United States Court of Appeals, Seventh Circuit
Jan 9, 2008
512 F.3d 896 (7th Cir. 2008)

Summary

noting that, under Illinois law, absent some statute or ordinance imposing substantive limits on the employer's discretion — e.g., specifying that a class of employees can only be fired for cause — public employees do not ordinarily have property rights in employment which trigger due-process protections

Summary of this case from Argyropoulos v. City

Opinion

No. 06-3625.

Argued December 3, 2007.

Decided January 9, 2008.

Appeal from the United States District Court for the Central District of Illinois, Joe Billy McDade, J.

M. Michael Waters (argued), Vonachen, Lawless, Trager Slevin, Peoria, IL, for Plaintiff-Appellant.

Karen L. Kendall, Craig L. Unrath (argued), Heyl, Royster, Voelker Allen, Peoria, IL, for Defendant-Appellee.

Before BAUER, EVANS, and SYKES, Circuit Judges.


With his mother ensconced as the president of the Village, and an ordinance that provided he could only be removed from office if the president agreed, Cody Miyler must have been shocked when he was discharged from his position as the Chief of Police of the tiny Village of East Galesburg, Illinois, without his mother's consent. After this came to pass, Miyler sued the Village under 42 U.S.C. § 1983, claiming a violation of his due process rights under the Fourteenth Amendment to the United States Constitution. The district court granted the Village's motion for summary judgment and Miyler appeals.

East Galesburg's population is around 900. It's not to be confused with its more robust neighbor to the west, just plain old Galesburg, which has over 33,000 inhabitants.

In January 2001, Miyler was appointed to the position of Chief of Police of the Village of East Galesburg. His pay was set at the surprisingly low rate of about $9 per hour. Two and a half years later, the Village Board of Trustees, by a two-thirds vote, voted to remove Miyler from office. The board claimed it was troubled by various allegations of misconduct by Miyler, such as his providing beer to some underage boys, using a local brickyard for a firing range, and being ticketed for riding a motorcycle without a valid license, a "violation" to which he entered a guilty plea. Miyler's employment was actually terminated without a hearing two weeks later.

As we said, at the time of the termination of his employment, Miyler's mother was president of the Village. It was Miyler's understanding that his employment could not be terminated unless his mother fired him. Given the Village ordinances, we can understand the basis for Miyler's belief about what would have to happen before he could be fired. But in this civil rights case, it doesn't matter. Nothing in the Village ordinances or the state statutes gives him a protectible property interest in his position, nor does he have an employment contract with the Village. In short, he was an at-will employee.

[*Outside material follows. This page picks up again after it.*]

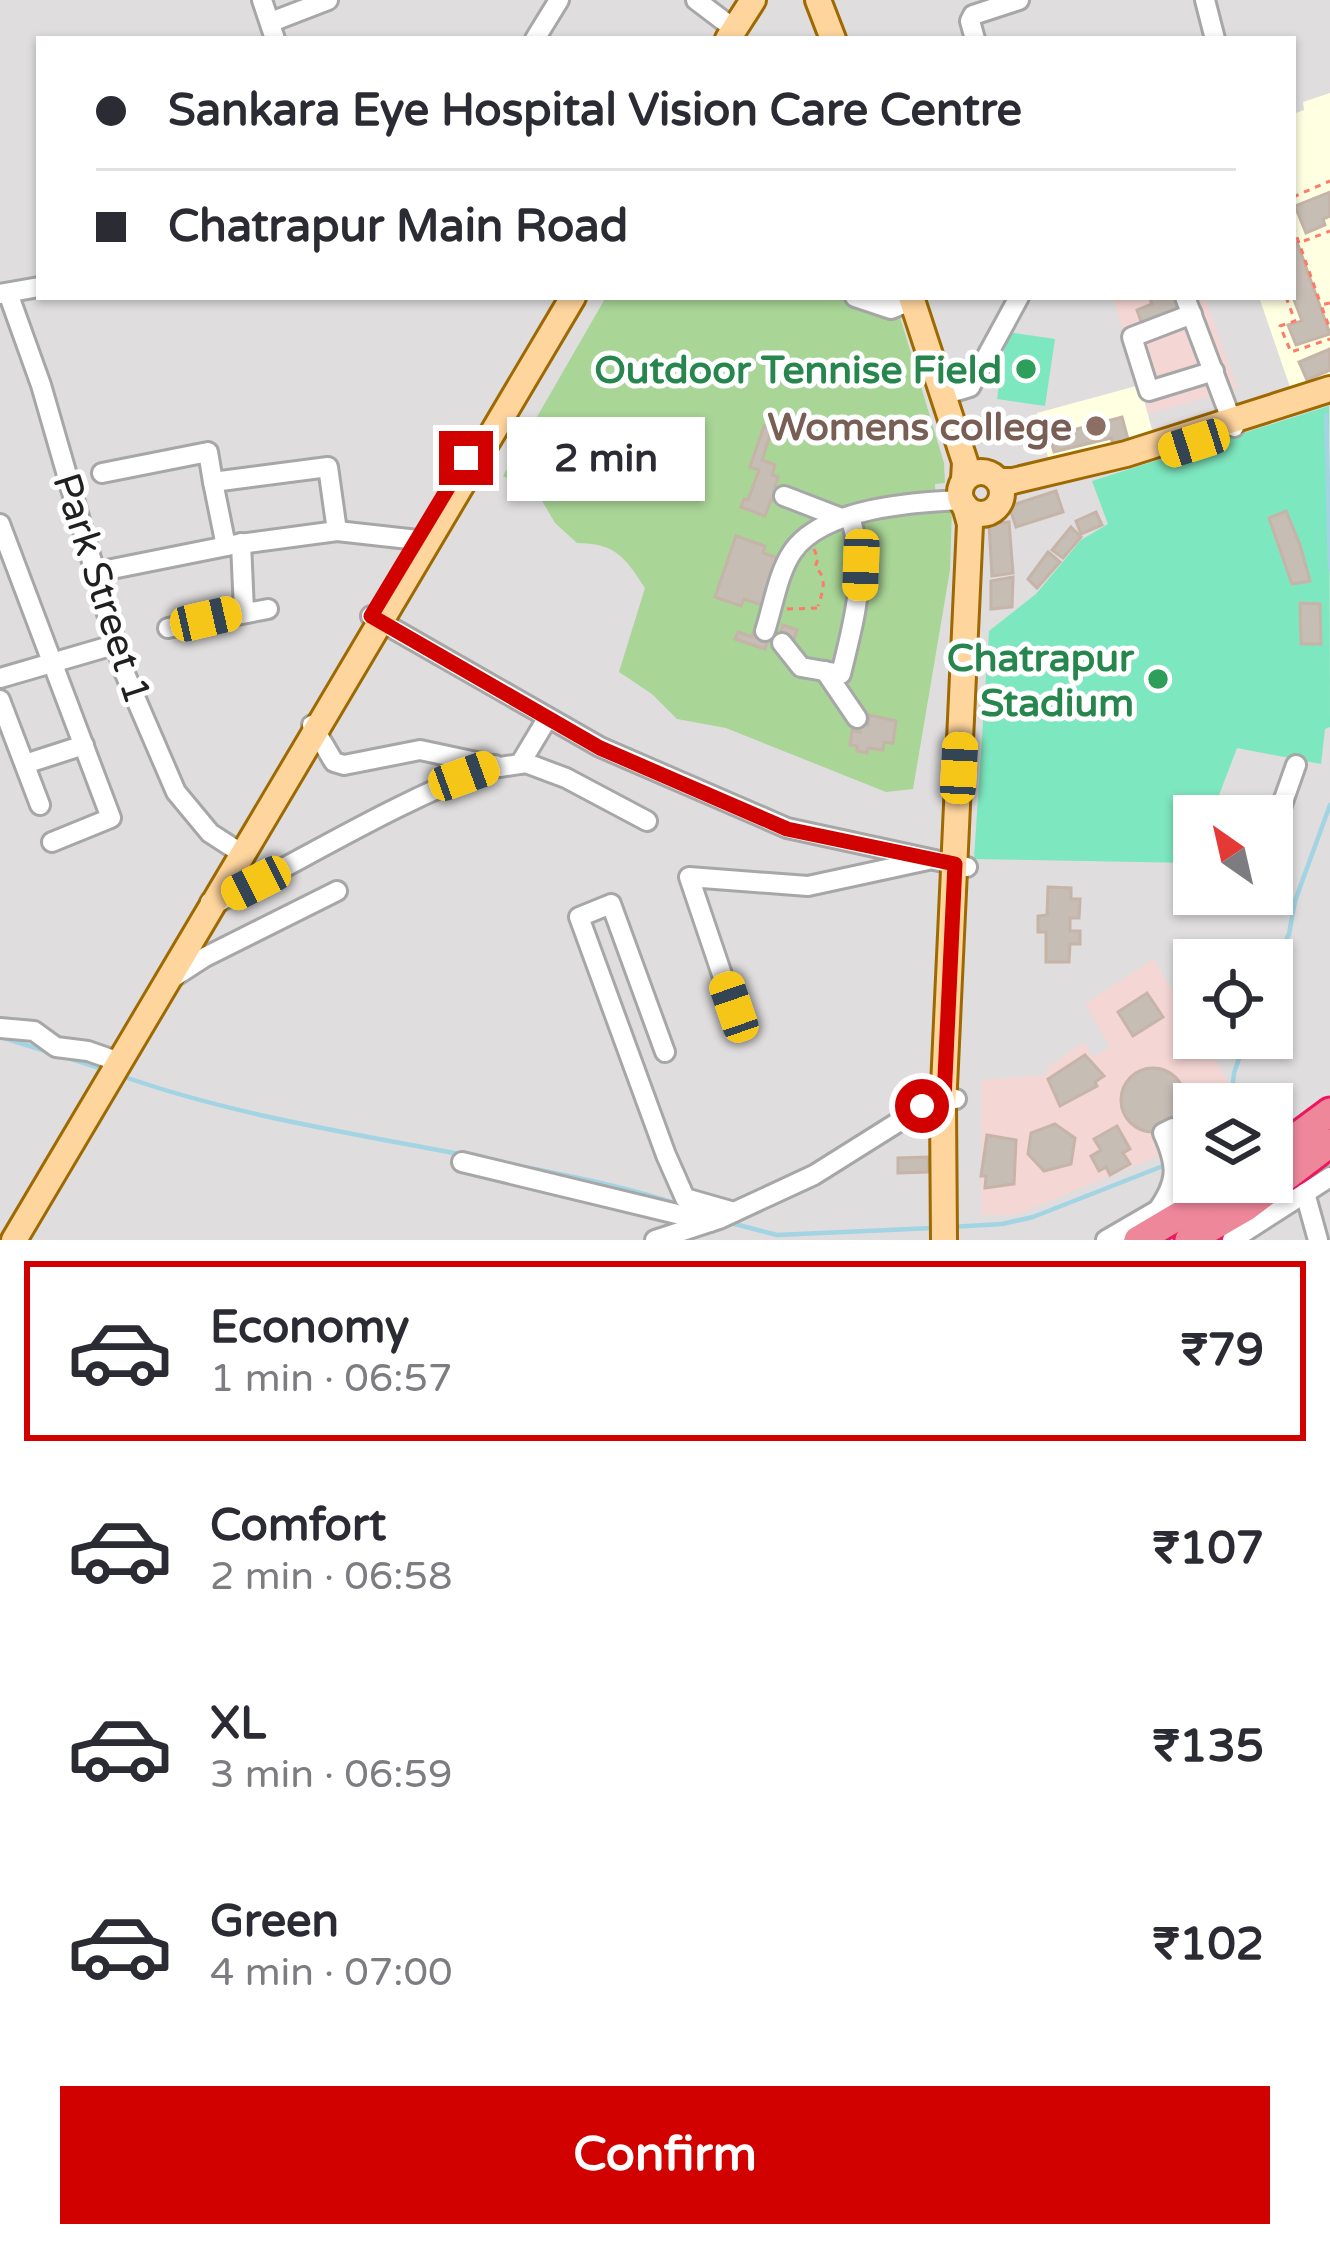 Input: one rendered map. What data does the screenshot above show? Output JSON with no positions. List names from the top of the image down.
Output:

For Miyler to have a constitutionally protected property right in continued employment as the police chief of the Village, he had to have a legitimate claim of entitlement to continue in the job. Property interests are created and defined by an independent source, such as state law or a contract. Bd. of Regents of State Colls. v. Roth, 408 U.S. 564, 92 S.Ct. 2701, 33 L.Ed.2d 548 (1972). Under Illinois law, public employees do not have property rights in employment which trigger due-process protections. Levin v. Civil Serv. Comm'n of Cook County, 52 Ill.2d 516, 288 N.E.2d 97 (1972).

Nevertheless, Miyler argues that state law, 65 ILCS 5/3.1-35-10, gives him a property interest. That section states that the mayor or president of a municipality may remove any officer appointed by a mayor or president. The statute then sets out procedures for removal. Miyler argues that a similar statute was found to be sufficient to overcome the presumption of at-will employment in Summers v. Village of Durand, 267 Ill.App.3d 767, 205 Ill.Dec. 321, 643 N.E.2d 272 (2d 1994).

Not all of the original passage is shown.